Я промолчала. Муж был, несомненно, прав, но другого ничего не оставалось, даже если наш незадачливый приемыш всю мебель изгрызет. И мы двигались, шли молчаливым шествием в тот вечер под Рождество со священной черной реликвией у меня за пазухой, словно члены какой-то загадочной секты.
Эмеренц была как раз на кухне, нарезая рождественский пирог, но, увидев, кого мы принесли, тотчас бросила нож. Ни разу – ни до, ни после, когда она, исполнясь нерастраченной материнской любви, на все была готова ради меня, – не видела я ее такой, как в тот миг. Выхватив у меня щенка, растерла его усердно сухой тряпкой и опустила на каменный пол посмотреть, умеет ли ходить. Щенок плюхнулся беспомощно, откинувшись на тощенький задик: лапы, закоченевшие в снегу, не слушались его. Тут же он и наделал под себя со страха. Эмеренц набросила на лужицу газету, велев мне достать из встроенного шкафа махровую простыню поменьше. Я и не подозревала, что она знает, где что у меня лежит. Раскладывать все по местам неизменно предоставлялось мне самой; к тому, что не ее, Эмеренц не желала иметь никакого касательства. И вот выходило, что она прекрасно разбирается в содержимом моих шкафов. Не трогала ничего, но все примечала, вела свой учет.

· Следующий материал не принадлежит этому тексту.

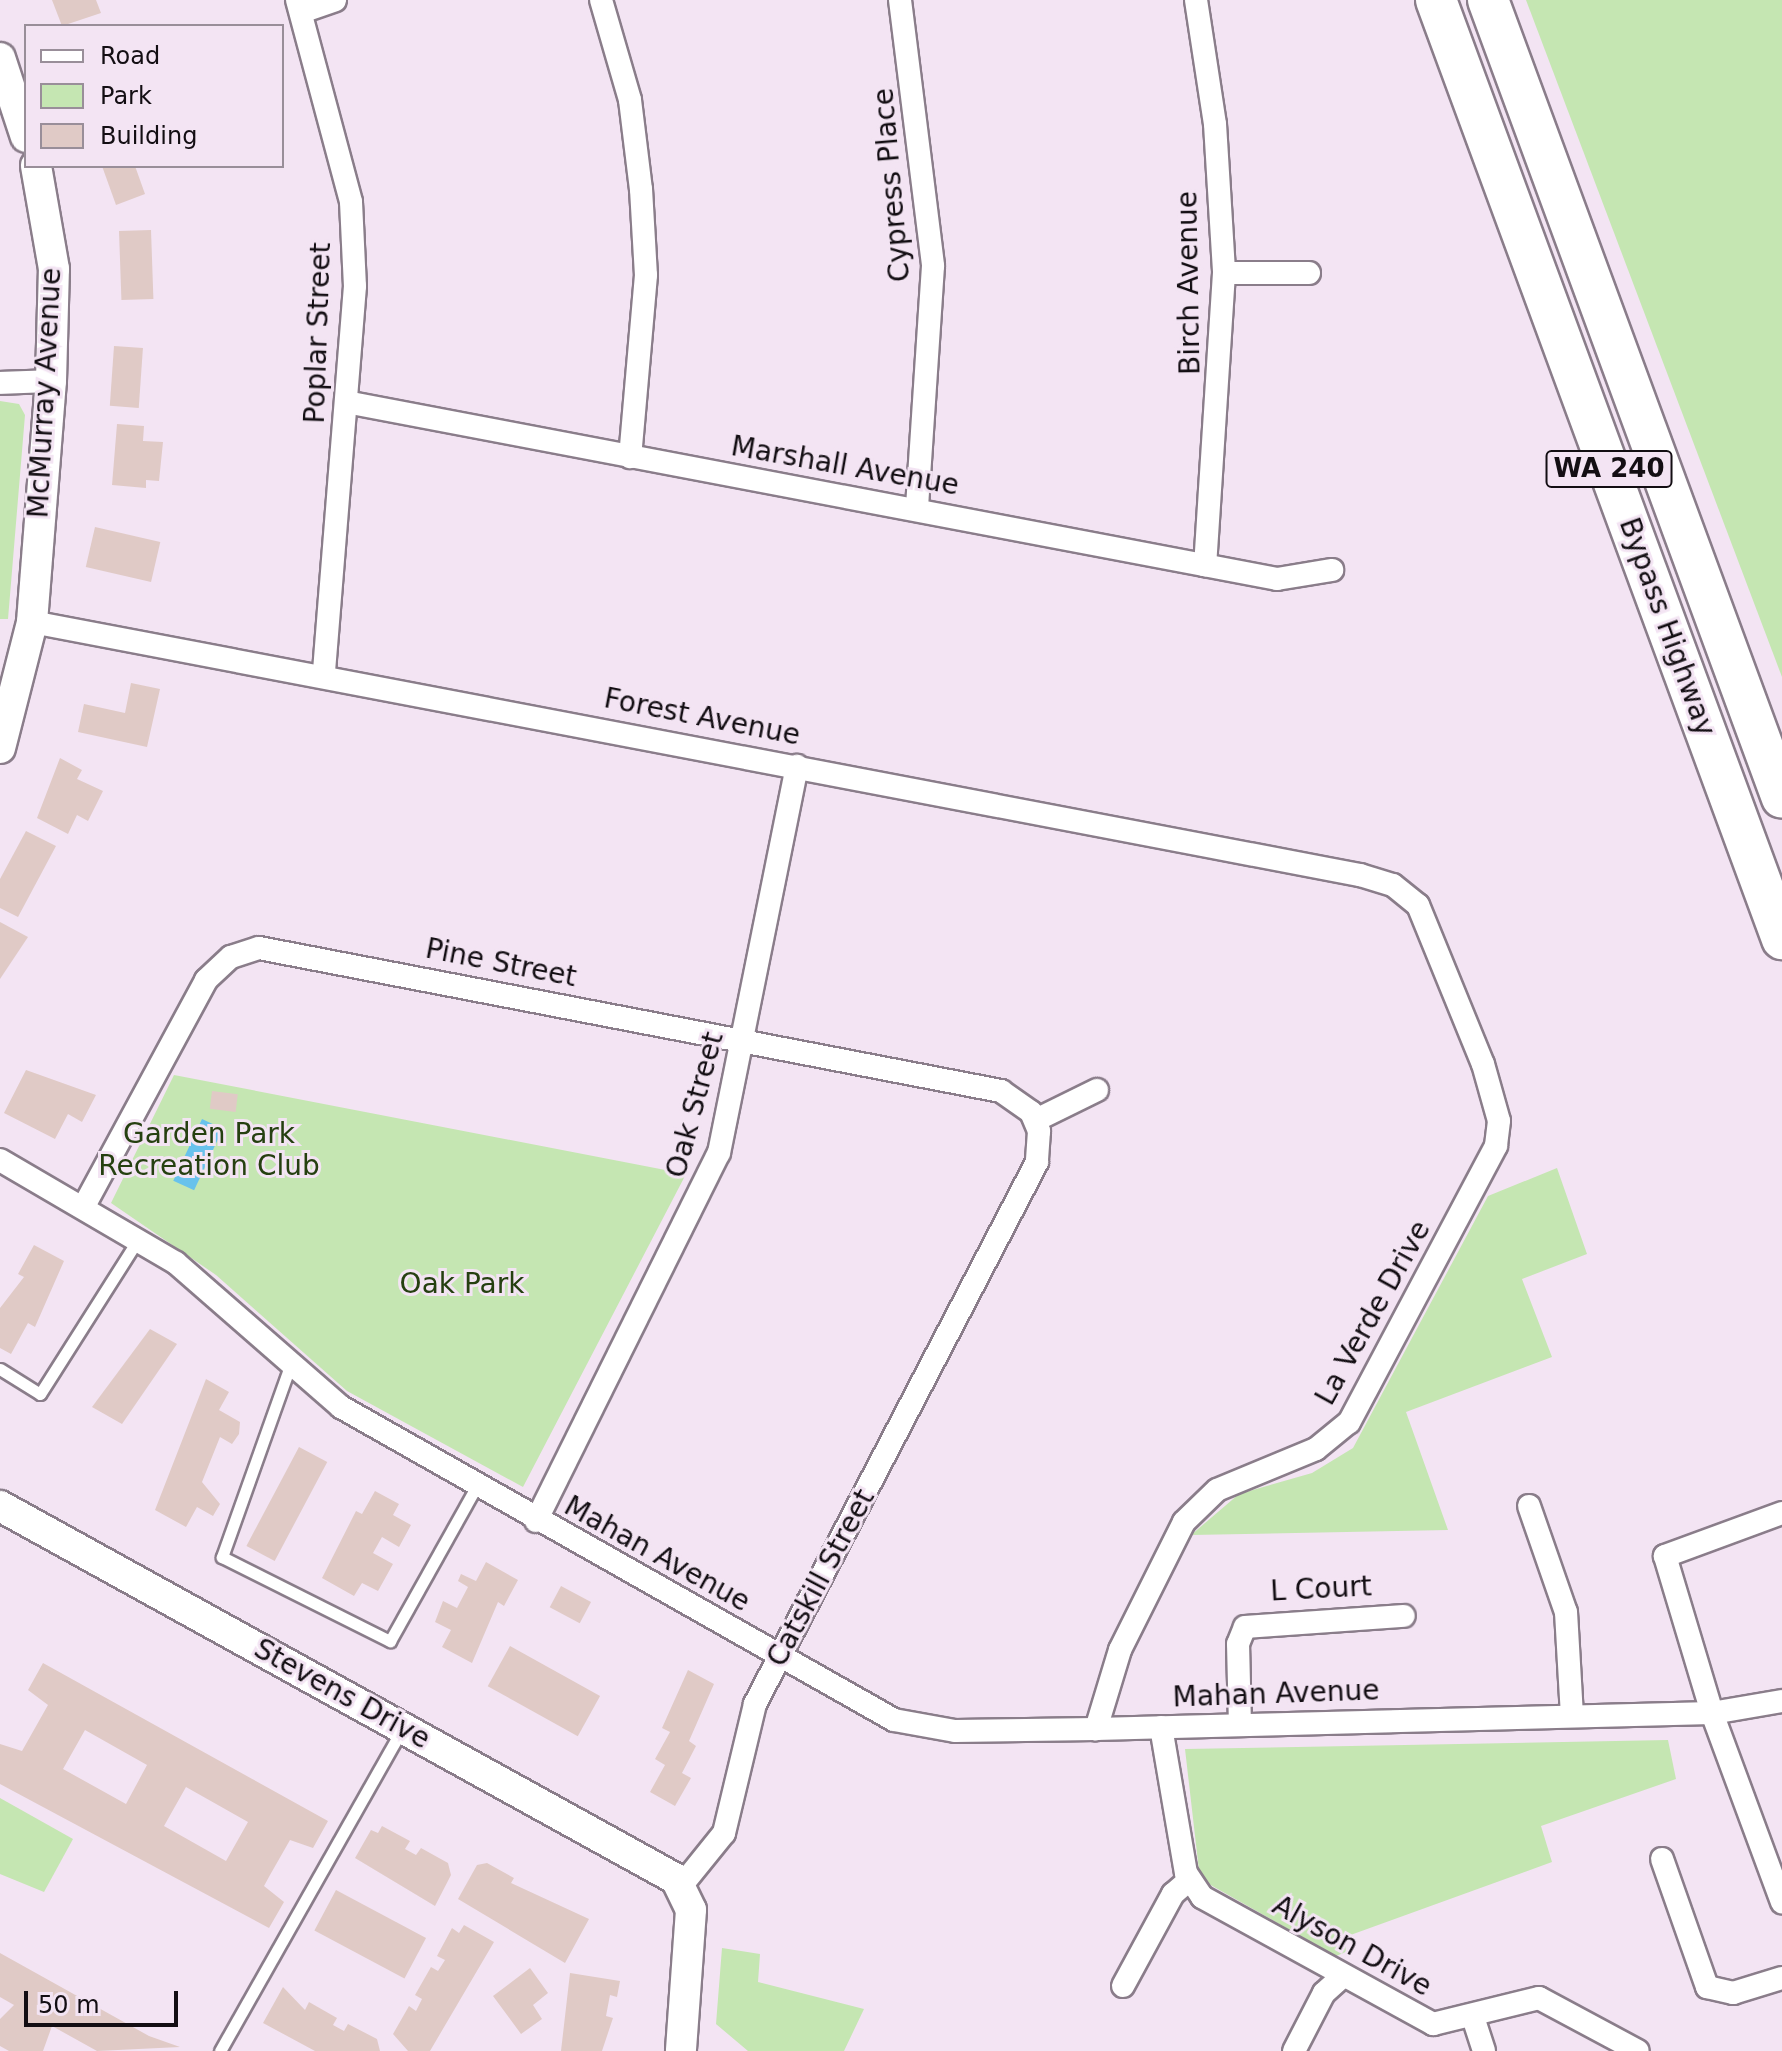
<!DOCTYPE html>
<style>
body{margin:0}
#map{position:relative;width:1782px;height:2051px;overflow:hidden;background:#f3e4f3;font-family:"DejaVu Sans",sans-serif}
div>[style]{position:absolute}
.green>*{inset:0;background:#c5e6b2}
.water>*{inset:0;background:#68c2ec;transform-origin:0 0}
.building>*{inset:0;background:#e0cac6;transform-origin:0 0}
.roads{filter:drop-shadow(2px 0 #8a7d8a) drop-shadow(-2px 0 #8a7d8a) drop-shadow(0 2px #8a7d8a) drop-shadow(0 -2px #8a7d8a)}
.lane>*{height:11px;margin:-5.5px;padding:0 5.5px;transform-origin:5.5px;border-radius:5.5px;background:#fff}
.street>*{height:22px;margin:-11px;padding:0 11px;transform-origin:11px;border-radius:11px;background:#fff}
.secondary>*{height:30px;margin:-15px;padding:0 15px;transform-origin:15px;border-radius:15px;background:#fff}
.highway>*{height:40px;margin:-20px;padding:0 20px;transform-origin:20px;border-radius:20px;background:#fff}
span{translate:-50% -50%;white-space:nowrap;text-align:center;line-height:1.15;-webkit-text-stroke:6px #f3e4f3;paint-order:stroke}
.shield-label span{padding:2px 6px;background:#f3e4f3;border:2px solid;border-radius:6px;-webkit-text-stroke-width:0}
.shield-label{font-size:26px;color:#130e13;font-weight:700}
.street-label{font-size:28px;color:#130e13}
.park-label{font-size:28px;color:#254010}
.legend{position:absolute;left:24px;top:24px;width:260px;height:144px;box-sizing:border-box;background:#f3e4f3;border:2px solid #998e99;margin:0;padding:10px 14px;list-style:none;font-size:24px;color:#130e13}
.legend li{display:flex;align-items:center;gap:16px;height:40px}
.legend b{width:40px;border:2px solid #998e99}
.scale{position:absolute;left:24px;top:1991px;width:154px;height:36px;box-sizing:border-box;border:4px solid #130e13;border-top:0;padding-left:10px;font-size:24px;line-height:28px;white-space:nowrap;color:#130e13;-webkit-text-stroke:6px #f3e4f3;paint-order:stroke}
</style>
<div id="map">
<div class="green">
<div style="clip-path:polygon(1526px 0,1782px 0,1782px 677px)"></div>
<div style="clip-path:polygon(0 401px,19px 404px,25px 415px,8px 619px,0 619px)"></div>
<div style="clip-path:polygon(174px 1075px,686px 1174px,523px 1487px,347px 1391px,216px 1275px,111px 1203px)"></div>
<div style="clip-path:polygon(1557px 1168px,1587px 1254px,1522px 1279px,1552px 1357px,1406px 1412px,1448px 1530px,1191px 1535px,1239px 1494px,1312px 1473px,1353px 1448px,1488px 1196px)"></div>
<div style="clip-path:polygon(1668px 1740px,1676px 1779px,1541px 1826px,1552px 1862px,1345px 1937px,1346px 1952px,1336px 1956px,1200px 1879px,1185px 1749px)"></div>
<div style="clip-path:polygon(0 1798px,73px 1839px,44px 1892px,0 1874px)"></div>
<div style="clip-path:polygon(722px 1948px,760px 1954px,758px 1982px,864px 2009px,844px 2051px,748px 2051px,716px 2024px)"></div>
</div>
<div class="water">
<div style="left:202px;top:1119px;width:23px;height:68px;rotate:25deg"></div>
</div>
<div class="building">
<div style="clip-path:polygon(52px 0,96px 0,101px 13px,62px 26px)"></div>
<div style="clip-path:polygon(102px 166px,135px 166px,145px 194px,116px 205px)"></div>
<div style="left:151px;top:230px;width:69px;height:32px;rotate:88deg"></div>
<div style="left:114px;top:346px;width:29px;height:60px;rotate:4deg"></div>
<div style="clip-path:polygon(117px 424px,144px 426px,143px 441px,163px 442px,159px 481px,146px 480px,146px 488px,112px 485px)"></div>
<div style="left:95px;top:527px;width:67px;height:41px;rotate:13deg"></div>
<div style="clip-path:polygon(131px 683px,160px 689px,147px 747px,78px 732px,84px 704px,125px 713px)"></div>
<div style="clip-path:polygon(60px 758px,82px 770px,77px 779px,103px 791px,88px 821px,77px 815px,68px 834px,37px 818px)"></div>
<div style="clip-path:polygon(26px 831px,56px 846px,18px 917px,0 908px,0 879px)"></div>
<div style="clip-path:polygon(0 922px,28px 937px,0 979px)"></div>
<div style="clip-path:polygon(26px 1070px,96px 1095px,82px 1122px,68px 1114px,55px 1139px,4px 1113px)"></div>
<div style="left:212px;top:1091px;width:26px;height:18px;rotate:7deg"></div>
<div style="clip-path:polygon(34px 1245px,64px 1261px,35px 1327px,28px 1323px,11px 1354px,0 1348px,0 1308px,24px 1277px,18px 1274px)"></div>
<div style="clip-path:polygon(150px 1329px,177px 1344px,122px 1424px,92px 1407px)"></div>
<div style="clip-path:polygon(206px 1379px,229px 1392px,219px 1410px,240px 1422px,239px 1434px,232px 1444px,220px 1437px,202px 1482px,220px 1504px,213px 1516px,197px 1507px,186px 1527px,155px 1510px)"></div>
<div style="left:299px;top:1447px;width:32px;height:112px;rotate:28deg"></div>
<div style="clip-path:polygon(375px 1491px,399px 1504px,393px 1515px,411px 1525px,399px 1547px,382px 1537px,373px 1553px,393px 1564px,378px 1591px,362px 1583px,354px 1596px,322px 1578px,356px 1511px,362px 1514px)"></div>
<div style="clip-path:polygon(486px 1562px,518px 1580px,504px 1606px,498px 1602px,472px 1663px,442px 1647px,451px 1630px,435px 1622px,443px 1601px,457px 1608px,468px 1587px,458px 1581px,461px 1574px,476px 1581px)"></div>
<div style="left:561px;top:1586px;width:34px;height:24px;rotate:28deg"></div>
<div style="left:510px;top:1646px;width:103px;height:46px;rotate:29deg"></div>
<div style="clip-path:polygon(evenodd,43px 1663px,328px 1821px,313px 1848px,290px 1840px,270px 1875px,264px 1886px,284px 1902px,269px 1928px,0 1784px,0 1744px,22px 1751px,48px 1705px,28px 1690px,43px 1663px,85px 1730px,147px 1765px,126px 1804px,63px 1769px,85px 1730px,43px 1663px,186px 1787px,248px 1822px,226px 1861px,164px 1826px,186px 1787px)"></div>
<div style="clip-path:polygon(688px 1670px,714px 1684px,689px 1741px,696px 1746px,682px 1773px,691px 1778px,675px 1806px,650px 1792px,665px 1765px,655px 1759px,670px 1732px,662px 1728px)"></div>
<div style="clip-path:polygon(382px 1826px,410px 1841px,405px 1849px,416px 1855px,421px 1848px,448px 1863px,451px 1875px,435px 1906px,355px 1858px,371px 1830px,378px 1833px)"></div>
<div style="clip-path:polygon(487px 1863px,514px 1878px,511px 1883px,589px 1919px,565px 1963px,458px 1899px,477px 1865px)"></div>
<div style="left:336px;top:1890px;width:102px;height:46px;rotate:28deg"></div>
<div style="clip-path:polygon(464px 1925px,494px 1942px,430px 2051px,408px 2051px,393px 2034px,409px 2006px,416px 2011px,422px 1999px,415px 1995px,431px 1967px,438px 1971px,445px 1960px,437px 1956px,452px 1928px,459px 1933px)"></div>
<div style="clip-path:polygon(0 1953px,149px 2036px,180px 2047px,97px 2051px,52px 2026px,43px 2051px,9px 2051px,0 2046px,0 2019px,14px 2005px,0 1997px)"></div>
<div style="clip-path:polygon(530px 1968px,548px 1993px,533px 2005px,542px 2019px,521px 2034px,493px 1996px)"></div>
<div style="clip-path:polygon(570px 1973px,620px 1981px,617px 1997px,610px 1995px,606px 2016px,613px 2018px,602px 2051px,561px 2051px)"></div>
<div style="clip-path:polygon(283px 1987px,305px 2010px,309px 2002px,337px 2018px,333px 2025px,344px 2031px,348px 2024px,377px 2039px,380px 2051px,315px 2051px,263px 2023px)"></div>
</div>
<div class="roads">
<div class="lane">
<div style="left:290px;top:1366px;width:203px;rotate:109.6deg"></div>
<div style="left:222px;top:1557px;width:188px;rotate:26.6deg"></div>
<div style="left:390px;top:1641px;width:176px;rotate:-60.8deg"></div>
<div style="left:0;top:1369px;width:47px;rotate:32deg"></div>
<div style="left:40px;top:1394px;width:185px;rotate:-57.6deg"></div>
<div style="left:220px;top:2051px;width:368px;rotate:-60.5deg"></div>
</div>
<div class="street">
<div style="left:297px;top:0;width:209px;rotate:75deg"></div>
<div style="left:351px;top:202px;width:84px;rotate:87.3deg"></div>
<div style="left:355px;top:286px;width:390px;rotate:94.6deg"></div>
<div style="left:601px;top:0;width:104px;rotate:73.8deg"></div>
<div style="left:630px;top:100px;width:90px;rotate:83deg"></div>
<div style="left:641px;top:189px;width:86px;rotate:86.7deg"></div>
<div style="left:646px;top:275px;width:183px;rotate:95deg"></div>
<div style="left:900px;top:0;width:268px;rotate:82.9deg"></div>
<div style="left:933px;top:266px;width:244px;rotate:93.8deg"></div>
<div style="left:1196px;top:0;width:125px;rotate:81.3deg"></div>
<div style="left:1215px;top:124px;width:149px;rotate:86.5deg"></div>
<div style="left:1224px;top:273px;width:293px;rotate:93.7deg"></div>
<div style="left:301px;top:12px;width:36px;rotate:-19deg"></div>
<div style="left:1224px;top:273px;width:85px"></div>
<div style="left:0;top:383px;width:51px;rotate:-2.2deg"></div>
<div style="left:346px;top:402px;width:948px;rotate:10.76deg"></div>
<div style="left:1277px;top:579px;width:56px;rotate:-9.3deg"></div>
<div style="left:32px;top:622px;width:1352px;rotate:10.79deg"></div>
<div style="left:1360px;top:875px;width:34px;rotate:17deg"></div>
<div style="left:1393px;top:885px;width:32px;rotate:39deg"></div>
<div style="left:1418px;top:905px;width:172px;rotate:67.8deg"></div>
<div style="left:1483px;top:1064px;width:59px;rotate:74.3deg"></div>
<div style="left:1499px;top:1121px;width:25px;rotate:97deg"></div>
<div style="left:1496px;top:1146px;width:313px;rotate:118deg"></div>
<div style="left:1349px;top:1422px;width:43px;rotate:140.7deg"></div>
<div style="left:1316px;top:1449px;width:107px;rotate:157.5deg"></div>
<div style="left:1217px;top:1490px;width:46px;rotate:135.9deg"></div>
<div style="left:1184px;top:1522px;width:143px;rotate:116.6deg"></div>
<div style="left:1120px;top:1650px;width:83px;rotate:106.9deg"></div>
<div style="left:1036px;top:1120px;width:68px;rotate:-26.2deg"></div>
<div style="left:0;top:1160px;width:204px;rotate:30.3deg"></div>
<div style="left:176px;top:1263px;width:219px;rotate:41.1deg"></div>
<div style="left:341px;top:1407px;width:635px;rotate:29.51deg"></div>
<div style="left:894px;top:1720px;width:62px;rotate:10.2deg"></div>
<div style="left:955px;top:1731px;width:141px;rotate:-0.8deg"></div>
<div style="left:1096px;top:1729px;width:616px;rotate:-1.49deg"></div>
<div style="left:1712px;top:1713px;width:71px;rotate:-9.7deg"></div>
<div style="left:84px;top:1206px;width:257px;rotate:-61.6deg"></div>
<div style="left:206px;top:980px;width:34px;rotate:-43deg"></div>
<div style="left:231px;top:957px;width:29px;rotate:-18deg"></div>
<div style="left:259px;top:948px;width:756px;rotate:10.91deg"></div>
<div style="left:1001px;top:1091px;width:37px;rotate:35deg"></div>
<div style="left:1031px;top:1112px;width:21px;rotate:67deg"></div>
<div style="left:1039px;top:1131px;width:31px;rotate:94deg"></div>
<div style="left:1037px;top:1162px;width:611px;rotate:117.49deg"></div>
<div style="left:755px;top:1704px;width:133px;rotate:103.5deg"></div>
<div style="left:724px;top:1833px;width:67px;rotate:128.9deg"></div>
<div style="left:1529px;top:1506px;width:112px;rotate:70.8deg"></div>
<div style="left:1566px;top:1612px;width:104px;rotate:86.7deg"></div>
<div style="left:1782px;top:1513px;width:125px;rotate:159.8deg"></div>
<div style="left:1665px;top:1556px;width:164px;rotate:73.3deg"></div>
<div style="left:1712px;top:1713px;width:202px;rotate:69.7deg"></div>
<div style="left:536px;top:1521px;width:411px;rotate:-63.6deg"></div>
<div style="left:719px;top:1153px;width:395px;rotate:-78.6deg"></div>
<div style="left:1240px;top:1725px;width:81px;rotate:-91.4deg"></div>
<div style="left:1238px;top:1644px;width:18px;rotate:-68deg"></div>
<div style="left:1245px;top:1627px;width:159px;rotate:-4deg"></div>
<div style="left:1161px;top:1727px;width:148px;rotate:80.3deg"></div>
<div style="left:1186px;top:1873px;width:29px;rotate:56deg"></div>
<div style="left:1202px;top:1897px;width:264px;rotate:28.8deg"></div>
<div style="left:1433px;top:2024px;width:109px;rotate:-13.8deg"></div>
<div style="left:1539px;top:1998px;width:112px;rotate:28.2deg"></div>
<div style="left:1662px;top:1859px;width:136px;rotate:70.6deg"></div>
<div style="left:1707px;top:1987px;width:27px;rotate:13deg"></div>
<div style="left:1733px;top:1993px;width:51px;rotate:-17deg"></div>
<div style="left:1123px;top:1986px;width:105px;rotate:-61.5deg"></div>
<div style="left:1173px;top:1894px;width:21px;rotate:-41deg"></div>
<div style="left:1473px;top:2017px;width:36px;rotate:72deg"></div>
<div style="left:1294px;top:2051px;width:65px;rotate:-62.7deg"></div>
<div style="left:1324px;top:1993px;width:25px;rotate:-42deg"></div>
</div>
<div class="secondary">
<div style="left:0;top:58px;width:83px;rotate:71.8deg"></div>
<div style="left:0;top:748px;width:130px;rotate:-75.7deg"></div>
<div style="left:32px;top:622px;width:242px;rotate:-85.5deg"></div>
<div style="left:51px;top:381px;width:112px;rotate:-88.5deg"></div>
<div style="left:54px;top:269px;width:105px;rotate:-99.9deg"></div>
<div style="left:0;top:1506px;width:772px;rotate:28.89deg"></div>
<div style="left:676px;top:1879px;width:34px;rotate:64deg"></div>
<div style="left:691px;top:1910px;width:141px;rotate:94.1deg"></div>
</div>
<div class="highway">
<div style="left:1436px;top:0;width:1001px;rotate:69.77deg"></div>
<div style="left:1488px;top:0;width:850px;rotate:69.78deg"></div>
</div>
</div>
<div class="shield-label">
<span style="left:1609px;top:469px">WA 240</span>
</div>
<div class="street-label">
<span style="left:892px;top:185px;rotate:-95deg">Cypress Place</span>
<span style="left:1189px;top:283px;rotate:-91deg">Birch Avenue</span>
<span style="left:318px;top:333px;rotate:-88deg">Poplar Street</span>
<span style="left:45px;top:393px;rotate:-87deg">McMurray Avenue</span>
<span style="left:845px;top:466px;rotate:10deg">Marshall Avenue</span>
<span style="left:1667px;top:627px;rotate:70deg">Bypass Highway</span>
<span style="left:702px;top:717px;rotate:11deg">Forest Avenue</span>
<span style="left:501px;top:963px;rotate:11deg">Pine Street</span>
<span style="left:695px;top:1105px;rotate:-75deg">Oak Street</span>
<span style="left:1373px;top:1313px;rotate:-61deg">La Verde Drive</span>
<span style="left:657px;top:1554px;rotate:29deg">Mahan Avenue</span>
<span style="left:821px;top:1578px;rotate:-62deg">Catskill Street</span>
<span style="left:1321px;top:1589px;rotate:-3deg">L Court</span>
<span style="left:342px;top:1694px;rotate:29deg">Stevens Drive</span>
<span style="left:1276px;top:1694px;rotate:-2deg">Mahan Avenue</span>
<span style="left:1352px;top:1946px;rotate:29deg">Alyson Drive</span>
</div>
<div class="park-label">
<span style="left:209px;top:1150px">Garden Park<br>Recreation Club</span>
<span style="left:462px;top:1284px">Oak Park</span>
</div>
<ul class="legend">
<li><b style="height:10px;background:#fff"></b>Road</li>
<li><b style="height:22px;background:#c5e6b2"></b>Park</li>
<li><b style="height:22px;background:#e0cac6"></b>Building</li>
</ul>
<div class="scale">50 m</div>
</div>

Я принесла простынку, она запеленала щеночка, как малого ребенка, и стала прохаживаться с ним, что-то ему нашептывая. Я пошла к телефону: незачем медлить, уж коли хотим спасти найденыша. Комнату уже оглашал телевизор; атмосферой рождественских праздников с их предновогодними ароматами, огнями, музыкой повеяло и у нас. Многое я утратила из своего прошлого, но снежно-звездное рождественское настроение, неразлучное с образом младенца Иисуса у Богоматери на руках, осталось со мной. Эмеренц между тем, ничего не слыша и не видя, продолжала прохаживаться по передней и резким, надтреснутым голосом что-то напевать, самым неожиданным и трогательно-нелепым образом перескочив вдруг на колядки. С туго спеленатым черным щенком на руках казалась она каким-то карикатурным подобием материнства, настоящей абсурдистской Мадонной. Неизвестно уж, сколько бы она его так баюкала, если б за ней не прибежали: скорее, мол, воду надо перекрыть, труба лопнула, г-н Бродарич вызвал уже слесарей. С убийственным выражением передав мне щенка, Эмеренц ушла возиться с кранами, воду подтирать, но каждые четверть часа прибегала взглянуть, что с собакой, которую, покинув царство бенгальских огней, уже осматривал внявший нашим мольбам знакомый ветеринар. Эмеренц прислушивалась недоверчиво, врачей она не выносила, всех их поголовно считая невеждами и недоумками. В лекарства и прививки тоже не верила, утверждая, что слухи о бешеных лисах да кошках распускаются – и всякие там уколы и инъекции делаются – единственно ради наживы, чтобы содрать побольше.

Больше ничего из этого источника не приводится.